(Collected data)
----

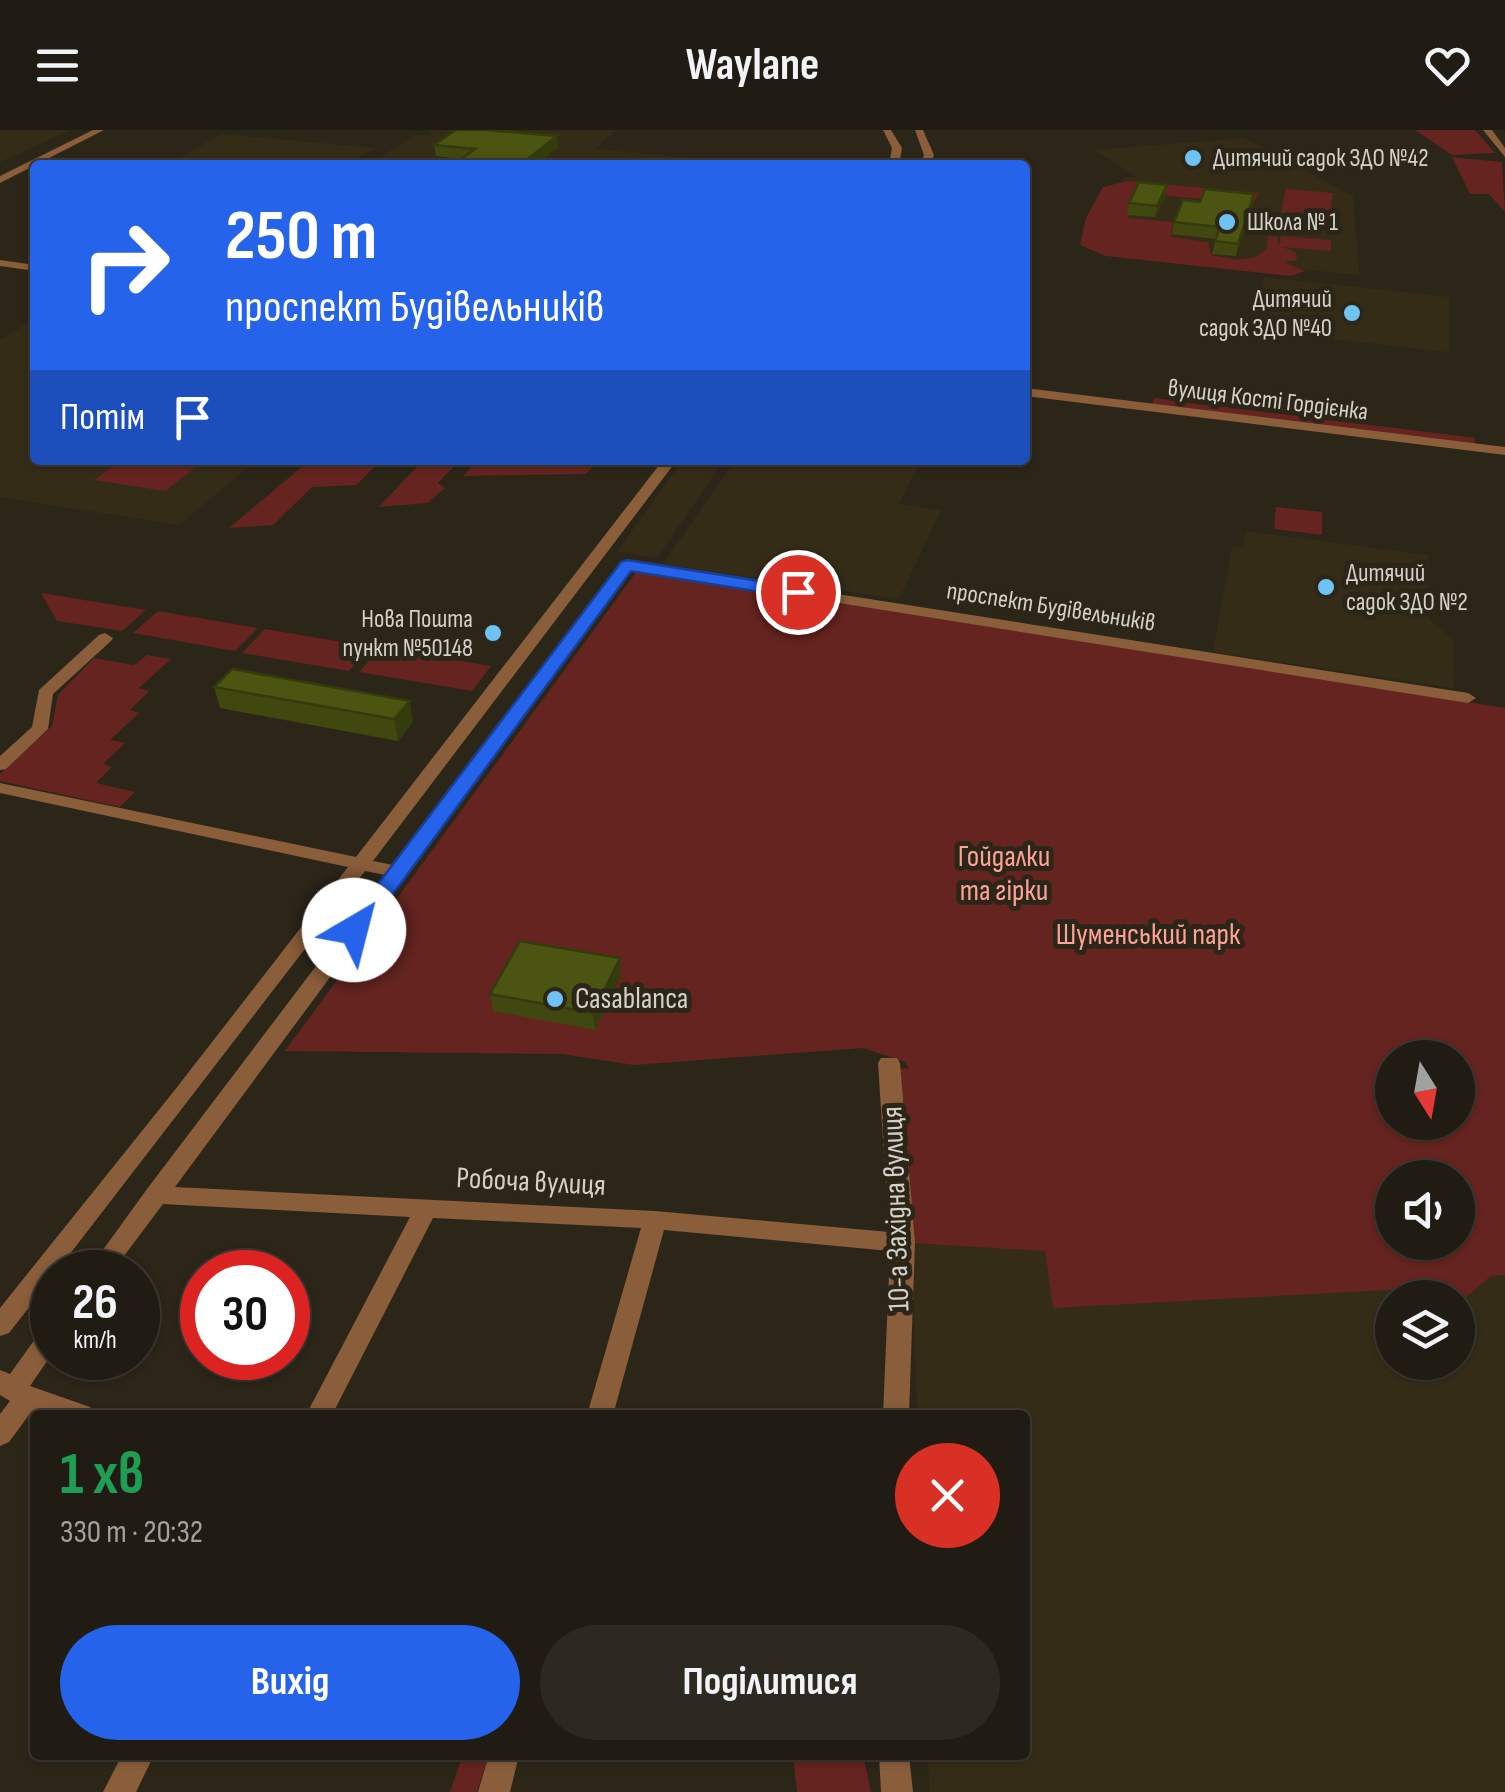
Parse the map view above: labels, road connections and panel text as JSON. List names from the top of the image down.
{
  "streets": {
    "street": [
      "вулиця Кості Гордієнка",
      "проспект Будівельників",
      "Робоча вулиця",
      "10-а Західна вулиця"
    ]
  },
  "crossings": [
    ["Робоча вулиця", "10-а Західна вулиця"]
  ],
  "parks": ["Гойдалки та гірки", "Шуменський парк"],
  "places": [
    "Дитячий садок ЗДО №42",
    "Школа № 1",
    "Дитячий садок ЗДО №40",
    "Дитячий садок ЗДО №2",
    "Нова Пошта пункт №50148",
    "Casablanca"
  ],
  "north": "bottom",
  "page": {
    "header": "Waylane",
    "turn": ["250 m", "проспект Будівельників"],
    "then": "Потім",
    "speed": "26 km/h",
    "limit": "30",
    "heading": ["1 хв", "330 m · 20:32"],
    "buttons": ["Вихід", "Поділитися"]
  }
}
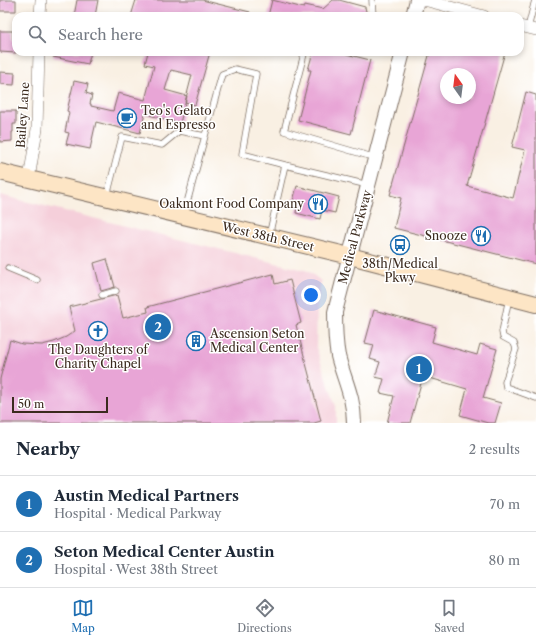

----

◆ THE PROBLEM ◆
Lines with the word "проспект" in them are the answer; report each one from the data.

◆ ANSWER BOX ◆
      "проспект Будівельників",
    "turn": ["250 m", "проспект Будівельників"],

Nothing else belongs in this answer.